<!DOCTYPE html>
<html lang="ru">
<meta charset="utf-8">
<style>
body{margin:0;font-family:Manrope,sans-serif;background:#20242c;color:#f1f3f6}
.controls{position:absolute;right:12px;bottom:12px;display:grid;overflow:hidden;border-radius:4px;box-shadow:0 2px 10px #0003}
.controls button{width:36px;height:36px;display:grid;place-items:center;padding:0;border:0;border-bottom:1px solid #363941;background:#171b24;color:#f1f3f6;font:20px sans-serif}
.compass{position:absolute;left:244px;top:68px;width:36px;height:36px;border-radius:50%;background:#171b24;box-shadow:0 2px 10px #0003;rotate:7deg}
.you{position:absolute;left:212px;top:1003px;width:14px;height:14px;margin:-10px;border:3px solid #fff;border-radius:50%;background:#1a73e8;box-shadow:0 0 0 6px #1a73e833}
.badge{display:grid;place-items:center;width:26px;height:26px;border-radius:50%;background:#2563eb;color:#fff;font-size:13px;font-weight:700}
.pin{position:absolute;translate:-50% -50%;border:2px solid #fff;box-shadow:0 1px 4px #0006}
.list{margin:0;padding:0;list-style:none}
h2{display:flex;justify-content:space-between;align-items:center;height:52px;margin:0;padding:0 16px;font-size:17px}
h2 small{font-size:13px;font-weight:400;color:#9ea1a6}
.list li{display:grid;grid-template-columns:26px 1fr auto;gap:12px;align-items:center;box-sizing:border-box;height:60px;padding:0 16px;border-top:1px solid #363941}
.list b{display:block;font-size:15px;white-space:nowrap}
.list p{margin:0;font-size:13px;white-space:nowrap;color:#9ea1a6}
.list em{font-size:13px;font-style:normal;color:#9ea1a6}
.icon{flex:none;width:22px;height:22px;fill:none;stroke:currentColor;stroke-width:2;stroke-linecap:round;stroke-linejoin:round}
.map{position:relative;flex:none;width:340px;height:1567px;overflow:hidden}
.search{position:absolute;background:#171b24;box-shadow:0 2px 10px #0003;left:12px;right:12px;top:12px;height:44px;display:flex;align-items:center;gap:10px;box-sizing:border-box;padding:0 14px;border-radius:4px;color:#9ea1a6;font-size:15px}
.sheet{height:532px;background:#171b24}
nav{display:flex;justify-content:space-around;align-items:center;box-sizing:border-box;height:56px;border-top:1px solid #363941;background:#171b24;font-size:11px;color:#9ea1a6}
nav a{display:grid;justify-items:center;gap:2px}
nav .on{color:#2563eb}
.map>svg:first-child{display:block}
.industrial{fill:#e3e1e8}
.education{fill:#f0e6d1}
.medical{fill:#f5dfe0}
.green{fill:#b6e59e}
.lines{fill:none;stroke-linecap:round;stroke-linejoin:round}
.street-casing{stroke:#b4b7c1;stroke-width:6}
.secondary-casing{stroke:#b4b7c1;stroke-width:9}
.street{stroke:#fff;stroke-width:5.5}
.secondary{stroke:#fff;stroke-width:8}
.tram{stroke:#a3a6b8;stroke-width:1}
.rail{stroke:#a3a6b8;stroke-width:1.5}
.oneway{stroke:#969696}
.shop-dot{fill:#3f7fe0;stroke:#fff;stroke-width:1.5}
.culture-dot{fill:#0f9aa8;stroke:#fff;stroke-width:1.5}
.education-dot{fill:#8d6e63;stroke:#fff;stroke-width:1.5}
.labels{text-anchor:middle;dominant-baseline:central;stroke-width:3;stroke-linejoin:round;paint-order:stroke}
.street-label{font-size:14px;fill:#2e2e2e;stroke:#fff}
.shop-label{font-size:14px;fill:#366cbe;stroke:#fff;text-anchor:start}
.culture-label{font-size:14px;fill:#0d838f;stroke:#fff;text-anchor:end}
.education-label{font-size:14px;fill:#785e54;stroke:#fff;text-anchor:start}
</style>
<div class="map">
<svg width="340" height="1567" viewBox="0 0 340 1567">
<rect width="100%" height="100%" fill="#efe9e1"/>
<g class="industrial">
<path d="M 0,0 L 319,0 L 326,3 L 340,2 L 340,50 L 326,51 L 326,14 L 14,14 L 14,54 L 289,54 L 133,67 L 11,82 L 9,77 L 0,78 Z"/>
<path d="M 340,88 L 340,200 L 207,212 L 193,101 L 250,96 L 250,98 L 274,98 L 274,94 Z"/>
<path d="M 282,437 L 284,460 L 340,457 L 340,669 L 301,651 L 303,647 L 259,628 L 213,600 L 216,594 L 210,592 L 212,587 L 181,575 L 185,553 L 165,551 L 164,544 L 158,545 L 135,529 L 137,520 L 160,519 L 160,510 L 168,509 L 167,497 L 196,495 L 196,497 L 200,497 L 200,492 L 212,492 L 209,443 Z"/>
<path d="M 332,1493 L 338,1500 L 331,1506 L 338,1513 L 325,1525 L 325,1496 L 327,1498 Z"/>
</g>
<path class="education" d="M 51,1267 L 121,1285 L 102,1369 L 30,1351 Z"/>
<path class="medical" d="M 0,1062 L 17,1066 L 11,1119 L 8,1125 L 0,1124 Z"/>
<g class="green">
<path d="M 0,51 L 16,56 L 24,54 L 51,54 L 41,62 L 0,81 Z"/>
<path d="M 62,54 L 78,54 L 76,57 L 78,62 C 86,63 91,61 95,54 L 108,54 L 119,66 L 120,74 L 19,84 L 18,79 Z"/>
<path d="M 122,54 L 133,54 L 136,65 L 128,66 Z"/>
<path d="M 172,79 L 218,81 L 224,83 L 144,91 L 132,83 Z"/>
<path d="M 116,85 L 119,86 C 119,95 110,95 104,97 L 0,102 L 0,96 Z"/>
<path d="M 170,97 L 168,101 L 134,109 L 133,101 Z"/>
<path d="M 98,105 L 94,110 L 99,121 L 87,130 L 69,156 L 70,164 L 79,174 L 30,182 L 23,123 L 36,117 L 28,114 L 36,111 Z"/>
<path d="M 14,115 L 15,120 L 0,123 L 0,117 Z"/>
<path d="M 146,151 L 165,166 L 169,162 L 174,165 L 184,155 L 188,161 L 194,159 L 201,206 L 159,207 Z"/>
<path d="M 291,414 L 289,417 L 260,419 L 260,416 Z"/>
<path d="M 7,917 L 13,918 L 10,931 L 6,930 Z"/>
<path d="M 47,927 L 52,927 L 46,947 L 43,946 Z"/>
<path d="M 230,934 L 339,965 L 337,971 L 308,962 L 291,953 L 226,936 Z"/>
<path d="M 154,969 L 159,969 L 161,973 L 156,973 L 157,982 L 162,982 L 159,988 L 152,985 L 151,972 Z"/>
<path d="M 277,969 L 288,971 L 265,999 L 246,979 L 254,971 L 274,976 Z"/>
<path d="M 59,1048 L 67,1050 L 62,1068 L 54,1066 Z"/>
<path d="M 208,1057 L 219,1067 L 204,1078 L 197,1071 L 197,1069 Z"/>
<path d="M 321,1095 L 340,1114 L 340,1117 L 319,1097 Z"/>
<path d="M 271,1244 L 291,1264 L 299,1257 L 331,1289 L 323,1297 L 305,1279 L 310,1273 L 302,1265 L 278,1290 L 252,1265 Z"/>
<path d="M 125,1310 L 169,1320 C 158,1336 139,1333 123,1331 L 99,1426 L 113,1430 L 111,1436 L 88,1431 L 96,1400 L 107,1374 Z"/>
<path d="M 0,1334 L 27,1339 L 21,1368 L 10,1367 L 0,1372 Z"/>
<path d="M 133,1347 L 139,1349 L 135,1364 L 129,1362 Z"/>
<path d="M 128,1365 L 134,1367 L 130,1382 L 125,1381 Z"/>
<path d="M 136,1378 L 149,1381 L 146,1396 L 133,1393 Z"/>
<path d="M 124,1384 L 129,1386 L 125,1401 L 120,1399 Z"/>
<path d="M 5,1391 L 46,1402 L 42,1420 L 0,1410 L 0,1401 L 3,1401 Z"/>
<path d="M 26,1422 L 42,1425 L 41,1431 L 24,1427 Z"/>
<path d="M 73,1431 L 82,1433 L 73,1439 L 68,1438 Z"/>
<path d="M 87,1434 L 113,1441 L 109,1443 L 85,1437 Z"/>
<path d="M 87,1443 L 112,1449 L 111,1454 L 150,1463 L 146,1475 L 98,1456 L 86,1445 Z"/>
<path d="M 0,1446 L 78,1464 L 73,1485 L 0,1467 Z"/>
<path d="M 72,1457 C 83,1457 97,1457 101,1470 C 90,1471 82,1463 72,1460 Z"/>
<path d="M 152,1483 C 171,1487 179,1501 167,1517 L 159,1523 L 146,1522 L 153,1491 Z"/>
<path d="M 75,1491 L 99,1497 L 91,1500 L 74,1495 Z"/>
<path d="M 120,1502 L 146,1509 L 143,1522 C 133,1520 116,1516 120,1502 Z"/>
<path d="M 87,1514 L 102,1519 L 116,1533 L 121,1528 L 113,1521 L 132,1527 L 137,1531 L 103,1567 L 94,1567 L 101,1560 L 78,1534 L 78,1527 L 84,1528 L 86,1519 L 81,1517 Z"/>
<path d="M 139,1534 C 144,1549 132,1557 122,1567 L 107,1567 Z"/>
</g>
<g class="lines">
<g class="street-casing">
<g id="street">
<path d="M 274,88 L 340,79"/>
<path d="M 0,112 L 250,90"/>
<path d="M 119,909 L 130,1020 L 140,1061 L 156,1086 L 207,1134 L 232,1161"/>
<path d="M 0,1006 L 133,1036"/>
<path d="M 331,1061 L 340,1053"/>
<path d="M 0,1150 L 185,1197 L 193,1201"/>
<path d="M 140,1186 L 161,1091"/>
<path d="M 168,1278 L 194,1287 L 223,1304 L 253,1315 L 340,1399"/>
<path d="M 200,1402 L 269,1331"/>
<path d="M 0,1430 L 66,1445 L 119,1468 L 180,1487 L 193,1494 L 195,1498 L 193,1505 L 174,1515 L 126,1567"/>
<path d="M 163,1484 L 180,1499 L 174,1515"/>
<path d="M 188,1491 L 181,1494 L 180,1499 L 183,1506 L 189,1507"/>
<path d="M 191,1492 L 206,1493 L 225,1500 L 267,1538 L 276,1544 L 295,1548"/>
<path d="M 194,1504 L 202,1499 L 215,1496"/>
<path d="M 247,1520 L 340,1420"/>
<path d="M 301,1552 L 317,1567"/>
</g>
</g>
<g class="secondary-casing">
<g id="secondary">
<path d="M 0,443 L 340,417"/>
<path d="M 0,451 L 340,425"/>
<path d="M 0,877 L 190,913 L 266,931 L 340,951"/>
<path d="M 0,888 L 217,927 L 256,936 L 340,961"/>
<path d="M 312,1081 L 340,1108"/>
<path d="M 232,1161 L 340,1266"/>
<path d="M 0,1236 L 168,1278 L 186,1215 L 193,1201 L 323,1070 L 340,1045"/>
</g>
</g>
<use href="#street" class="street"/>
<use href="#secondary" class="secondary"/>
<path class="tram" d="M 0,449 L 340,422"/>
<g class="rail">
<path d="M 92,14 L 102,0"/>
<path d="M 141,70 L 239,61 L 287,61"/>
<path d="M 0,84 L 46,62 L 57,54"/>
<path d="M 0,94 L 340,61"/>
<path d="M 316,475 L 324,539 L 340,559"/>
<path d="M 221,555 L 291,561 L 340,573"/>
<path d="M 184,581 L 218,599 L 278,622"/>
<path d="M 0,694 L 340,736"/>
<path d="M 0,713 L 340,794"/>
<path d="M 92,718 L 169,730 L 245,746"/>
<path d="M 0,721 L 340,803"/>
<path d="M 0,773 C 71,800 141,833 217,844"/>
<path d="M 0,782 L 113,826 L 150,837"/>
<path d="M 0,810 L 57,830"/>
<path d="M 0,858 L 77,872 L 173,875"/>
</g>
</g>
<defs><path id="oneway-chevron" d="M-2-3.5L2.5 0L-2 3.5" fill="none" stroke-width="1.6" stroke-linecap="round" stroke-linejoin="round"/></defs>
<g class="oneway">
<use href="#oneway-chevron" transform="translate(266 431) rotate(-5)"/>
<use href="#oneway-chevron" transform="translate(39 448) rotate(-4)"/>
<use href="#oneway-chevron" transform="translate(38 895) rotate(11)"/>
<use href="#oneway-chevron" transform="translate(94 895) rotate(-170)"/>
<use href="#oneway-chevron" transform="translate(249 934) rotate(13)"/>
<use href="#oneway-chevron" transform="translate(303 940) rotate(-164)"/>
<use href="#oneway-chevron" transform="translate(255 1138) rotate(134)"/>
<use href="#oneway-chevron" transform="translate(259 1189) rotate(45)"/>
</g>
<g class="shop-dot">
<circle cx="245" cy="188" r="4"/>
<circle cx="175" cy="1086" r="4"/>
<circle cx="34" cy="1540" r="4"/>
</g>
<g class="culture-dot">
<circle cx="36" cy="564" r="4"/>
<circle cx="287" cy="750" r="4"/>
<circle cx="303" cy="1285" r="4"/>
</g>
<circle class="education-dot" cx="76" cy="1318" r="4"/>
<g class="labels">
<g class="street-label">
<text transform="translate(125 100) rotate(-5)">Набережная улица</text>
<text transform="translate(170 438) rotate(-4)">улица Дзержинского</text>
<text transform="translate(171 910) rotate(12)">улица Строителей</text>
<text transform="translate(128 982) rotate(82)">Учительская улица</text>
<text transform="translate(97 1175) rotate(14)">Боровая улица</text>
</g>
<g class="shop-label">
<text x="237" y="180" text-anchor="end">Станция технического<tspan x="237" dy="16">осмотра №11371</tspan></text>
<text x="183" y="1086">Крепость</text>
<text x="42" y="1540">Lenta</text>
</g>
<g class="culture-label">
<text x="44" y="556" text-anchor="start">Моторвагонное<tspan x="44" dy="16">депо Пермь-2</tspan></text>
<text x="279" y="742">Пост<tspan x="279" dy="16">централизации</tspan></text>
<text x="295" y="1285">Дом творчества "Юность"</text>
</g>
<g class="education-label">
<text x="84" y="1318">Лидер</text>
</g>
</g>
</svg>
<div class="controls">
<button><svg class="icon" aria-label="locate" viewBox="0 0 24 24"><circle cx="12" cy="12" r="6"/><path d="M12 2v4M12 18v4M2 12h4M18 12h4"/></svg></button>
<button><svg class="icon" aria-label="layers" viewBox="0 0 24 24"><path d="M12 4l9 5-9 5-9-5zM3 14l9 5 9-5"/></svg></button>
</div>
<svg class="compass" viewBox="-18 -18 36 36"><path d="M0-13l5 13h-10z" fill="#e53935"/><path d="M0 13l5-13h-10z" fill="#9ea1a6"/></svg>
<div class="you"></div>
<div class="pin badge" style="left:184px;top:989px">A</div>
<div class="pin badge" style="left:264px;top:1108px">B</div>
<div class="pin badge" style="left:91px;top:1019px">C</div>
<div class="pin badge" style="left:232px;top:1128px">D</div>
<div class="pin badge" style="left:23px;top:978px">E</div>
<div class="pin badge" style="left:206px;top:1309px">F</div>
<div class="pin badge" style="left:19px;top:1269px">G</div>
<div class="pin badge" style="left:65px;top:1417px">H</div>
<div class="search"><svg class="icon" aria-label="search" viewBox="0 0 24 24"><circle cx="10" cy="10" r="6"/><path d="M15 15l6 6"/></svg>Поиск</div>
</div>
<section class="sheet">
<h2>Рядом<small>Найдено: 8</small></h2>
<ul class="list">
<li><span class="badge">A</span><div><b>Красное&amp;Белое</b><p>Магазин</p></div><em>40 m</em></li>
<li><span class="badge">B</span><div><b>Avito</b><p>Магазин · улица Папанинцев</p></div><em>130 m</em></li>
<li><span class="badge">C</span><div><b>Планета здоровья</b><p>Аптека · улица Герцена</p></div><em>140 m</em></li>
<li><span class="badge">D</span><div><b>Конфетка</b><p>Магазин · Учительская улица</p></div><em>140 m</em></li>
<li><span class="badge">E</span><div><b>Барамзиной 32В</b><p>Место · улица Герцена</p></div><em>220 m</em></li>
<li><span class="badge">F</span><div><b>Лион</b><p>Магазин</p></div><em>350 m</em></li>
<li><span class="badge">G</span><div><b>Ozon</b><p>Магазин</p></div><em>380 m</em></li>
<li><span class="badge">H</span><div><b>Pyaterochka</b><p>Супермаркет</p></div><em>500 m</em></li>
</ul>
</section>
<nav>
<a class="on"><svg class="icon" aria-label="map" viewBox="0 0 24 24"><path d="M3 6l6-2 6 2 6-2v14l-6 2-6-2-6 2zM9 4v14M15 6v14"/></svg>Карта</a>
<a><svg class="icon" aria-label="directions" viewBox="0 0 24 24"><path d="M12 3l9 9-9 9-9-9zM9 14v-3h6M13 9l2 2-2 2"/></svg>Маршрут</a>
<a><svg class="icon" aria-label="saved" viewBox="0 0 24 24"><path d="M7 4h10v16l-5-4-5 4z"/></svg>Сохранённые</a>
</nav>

Assigned task:
Could you find each line in the entries that contains the string "controls" and copy it?

Exercise response:
.controls{position:absolute;right:12px;bottom:12px;display:grid;overflow:hidden;border-radius:4px;box-shadow:0 2px 10px #0003}
.controls button{width:36px;height:36px;display:grid;place-items:center;padding:0;border:0;border-bottom:1px solid #363941;background:#171b24;color:#f1f3f6;font:20px sans-serif}
<div class="controls">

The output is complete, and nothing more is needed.